§ What this task involves
Keep only the lines from the start of the data through the line containing "Input: one rendered", and output them exactly.

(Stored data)
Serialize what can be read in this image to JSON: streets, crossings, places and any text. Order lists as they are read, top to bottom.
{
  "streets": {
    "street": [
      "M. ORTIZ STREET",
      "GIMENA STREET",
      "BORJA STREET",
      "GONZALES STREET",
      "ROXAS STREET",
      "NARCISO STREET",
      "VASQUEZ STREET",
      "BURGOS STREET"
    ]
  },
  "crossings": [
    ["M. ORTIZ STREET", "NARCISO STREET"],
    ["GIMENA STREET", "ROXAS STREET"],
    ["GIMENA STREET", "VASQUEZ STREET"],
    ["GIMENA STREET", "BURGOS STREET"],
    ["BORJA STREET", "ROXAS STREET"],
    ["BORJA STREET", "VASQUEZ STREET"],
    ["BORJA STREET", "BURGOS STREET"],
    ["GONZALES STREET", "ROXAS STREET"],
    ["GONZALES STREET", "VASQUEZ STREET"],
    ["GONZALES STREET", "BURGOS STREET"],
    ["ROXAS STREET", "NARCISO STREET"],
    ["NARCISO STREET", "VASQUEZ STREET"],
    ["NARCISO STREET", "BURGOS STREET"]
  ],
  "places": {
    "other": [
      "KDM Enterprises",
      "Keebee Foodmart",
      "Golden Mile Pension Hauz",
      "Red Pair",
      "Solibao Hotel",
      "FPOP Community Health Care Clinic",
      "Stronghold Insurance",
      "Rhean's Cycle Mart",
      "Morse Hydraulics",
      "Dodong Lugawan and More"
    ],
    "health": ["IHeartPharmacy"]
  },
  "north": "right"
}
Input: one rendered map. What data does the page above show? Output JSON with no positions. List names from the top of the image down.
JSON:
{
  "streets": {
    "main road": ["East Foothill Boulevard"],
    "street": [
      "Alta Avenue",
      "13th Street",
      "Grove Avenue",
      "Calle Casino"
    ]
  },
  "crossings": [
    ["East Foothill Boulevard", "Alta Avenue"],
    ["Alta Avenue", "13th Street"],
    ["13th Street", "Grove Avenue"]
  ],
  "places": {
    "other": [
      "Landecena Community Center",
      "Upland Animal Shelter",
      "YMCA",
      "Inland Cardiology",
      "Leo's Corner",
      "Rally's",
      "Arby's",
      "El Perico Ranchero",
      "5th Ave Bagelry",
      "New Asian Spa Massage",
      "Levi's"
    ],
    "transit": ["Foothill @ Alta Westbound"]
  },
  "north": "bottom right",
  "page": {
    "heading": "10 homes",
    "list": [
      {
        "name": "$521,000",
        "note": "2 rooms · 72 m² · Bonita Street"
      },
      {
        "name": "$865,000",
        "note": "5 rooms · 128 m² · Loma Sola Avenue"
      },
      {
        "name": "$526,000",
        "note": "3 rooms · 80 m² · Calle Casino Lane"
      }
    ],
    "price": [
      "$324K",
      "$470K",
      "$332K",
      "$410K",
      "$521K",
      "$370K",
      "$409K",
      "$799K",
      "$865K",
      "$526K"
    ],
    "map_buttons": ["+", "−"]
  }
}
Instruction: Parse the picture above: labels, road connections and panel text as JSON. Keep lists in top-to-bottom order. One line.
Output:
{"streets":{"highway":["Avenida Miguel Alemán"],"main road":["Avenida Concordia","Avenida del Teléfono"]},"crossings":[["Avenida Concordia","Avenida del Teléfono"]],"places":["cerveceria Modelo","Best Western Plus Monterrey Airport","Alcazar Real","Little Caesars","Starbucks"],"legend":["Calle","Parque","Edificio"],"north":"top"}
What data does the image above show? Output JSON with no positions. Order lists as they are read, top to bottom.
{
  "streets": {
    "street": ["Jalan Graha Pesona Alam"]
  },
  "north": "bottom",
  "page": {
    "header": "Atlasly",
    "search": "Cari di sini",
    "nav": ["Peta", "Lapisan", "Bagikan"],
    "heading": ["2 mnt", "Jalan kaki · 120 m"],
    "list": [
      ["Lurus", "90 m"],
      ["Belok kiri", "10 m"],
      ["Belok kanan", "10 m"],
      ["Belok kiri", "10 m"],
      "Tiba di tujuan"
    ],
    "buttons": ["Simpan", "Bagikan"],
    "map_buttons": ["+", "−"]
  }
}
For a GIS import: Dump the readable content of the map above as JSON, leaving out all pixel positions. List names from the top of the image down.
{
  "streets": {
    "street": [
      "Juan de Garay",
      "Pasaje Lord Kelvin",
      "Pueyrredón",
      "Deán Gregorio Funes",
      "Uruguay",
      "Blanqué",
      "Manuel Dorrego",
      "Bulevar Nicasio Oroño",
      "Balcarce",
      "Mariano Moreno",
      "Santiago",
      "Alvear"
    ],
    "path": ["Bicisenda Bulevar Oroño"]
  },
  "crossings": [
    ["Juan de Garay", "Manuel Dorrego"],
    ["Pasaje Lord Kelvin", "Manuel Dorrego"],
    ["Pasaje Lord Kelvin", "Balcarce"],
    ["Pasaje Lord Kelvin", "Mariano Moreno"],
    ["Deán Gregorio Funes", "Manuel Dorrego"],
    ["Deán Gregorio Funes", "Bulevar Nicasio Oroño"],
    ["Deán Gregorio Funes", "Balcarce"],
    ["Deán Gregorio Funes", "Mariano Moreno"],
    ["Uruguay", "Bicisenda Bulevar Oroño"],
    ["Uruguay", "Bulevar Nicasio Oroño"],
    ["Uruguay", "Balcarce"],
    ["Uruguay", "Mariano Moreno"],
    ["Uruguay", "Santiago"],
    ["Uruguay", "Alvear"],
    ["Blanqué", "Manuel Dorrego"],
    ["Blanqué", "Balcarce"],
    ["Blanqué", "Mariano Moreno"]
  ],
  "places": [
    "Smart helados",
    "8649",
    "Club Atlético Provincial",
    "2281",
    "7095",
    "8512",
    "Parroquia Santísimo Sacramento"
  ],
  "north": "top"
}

§ Completed exercise
Serialize what can be read in this image to JSON: streets, crossings, places and any text. Order lists as they are read, top to bottom.
{
  "streets": {
    "street": [
      "M. ORTIZ STREET",
      "GIMENA STREET",
      "BORJA STREET",
      "GONZALES STREET",
      "ROXAS STREET",
      "NARCISO STREET",
      "VASQUEZ STREET",
      "BURGOS STREET"
    ]
  },
  "crossings": [
    ["M. ORTIZ STREET", "NARCISO STREET"],
    ["GIMENA STREET", "ROXAS STREET"],
    ["GIMENA STREET", "VASQUEZ STREET"],
    ["GIMENA STREET", "BURGOS STREET"],
    ["BORJA STREET", "ROXAS STREET"],
    ["BORJA STREET", "VASQUEZ STREET"],
    ["BORJA STREET", "BURGOS STREET"],
    ["GONZALES STREET", "ROXAS STREET"],
    ["GONZALES STREET", "VASQUEZ STREET"],
    ["GONZALES STREET", "BURGOS STREET"],
    ["ROXAS STREET", "NARCISO STREET"],
    ["NARCISO STREET", "VASQUEZ STREET"],
    ["NARCISO STREET", "BURGOS STREET"]
  ],
  "places": {
    "other": [
      "KDM Enterprises",
      "Keebee Foodmart",
      "Golden Mile Pension Hauz",
      "Red Pair",
      "Solibao Hotel",
      "FPOP Community Health Care Clinic",
      "Stronghold Insurance",
      "Rhean's Cycle Mart",
      "Morse Hydraulics",
      "Dodong Lugawan and More"
    ],
    "health": ["IHeartPharmacy"]
  },
  "north": "right"
}
Input: one rendered map. What data does the page above show? Output JSON with no positions. List names from the top of the image down.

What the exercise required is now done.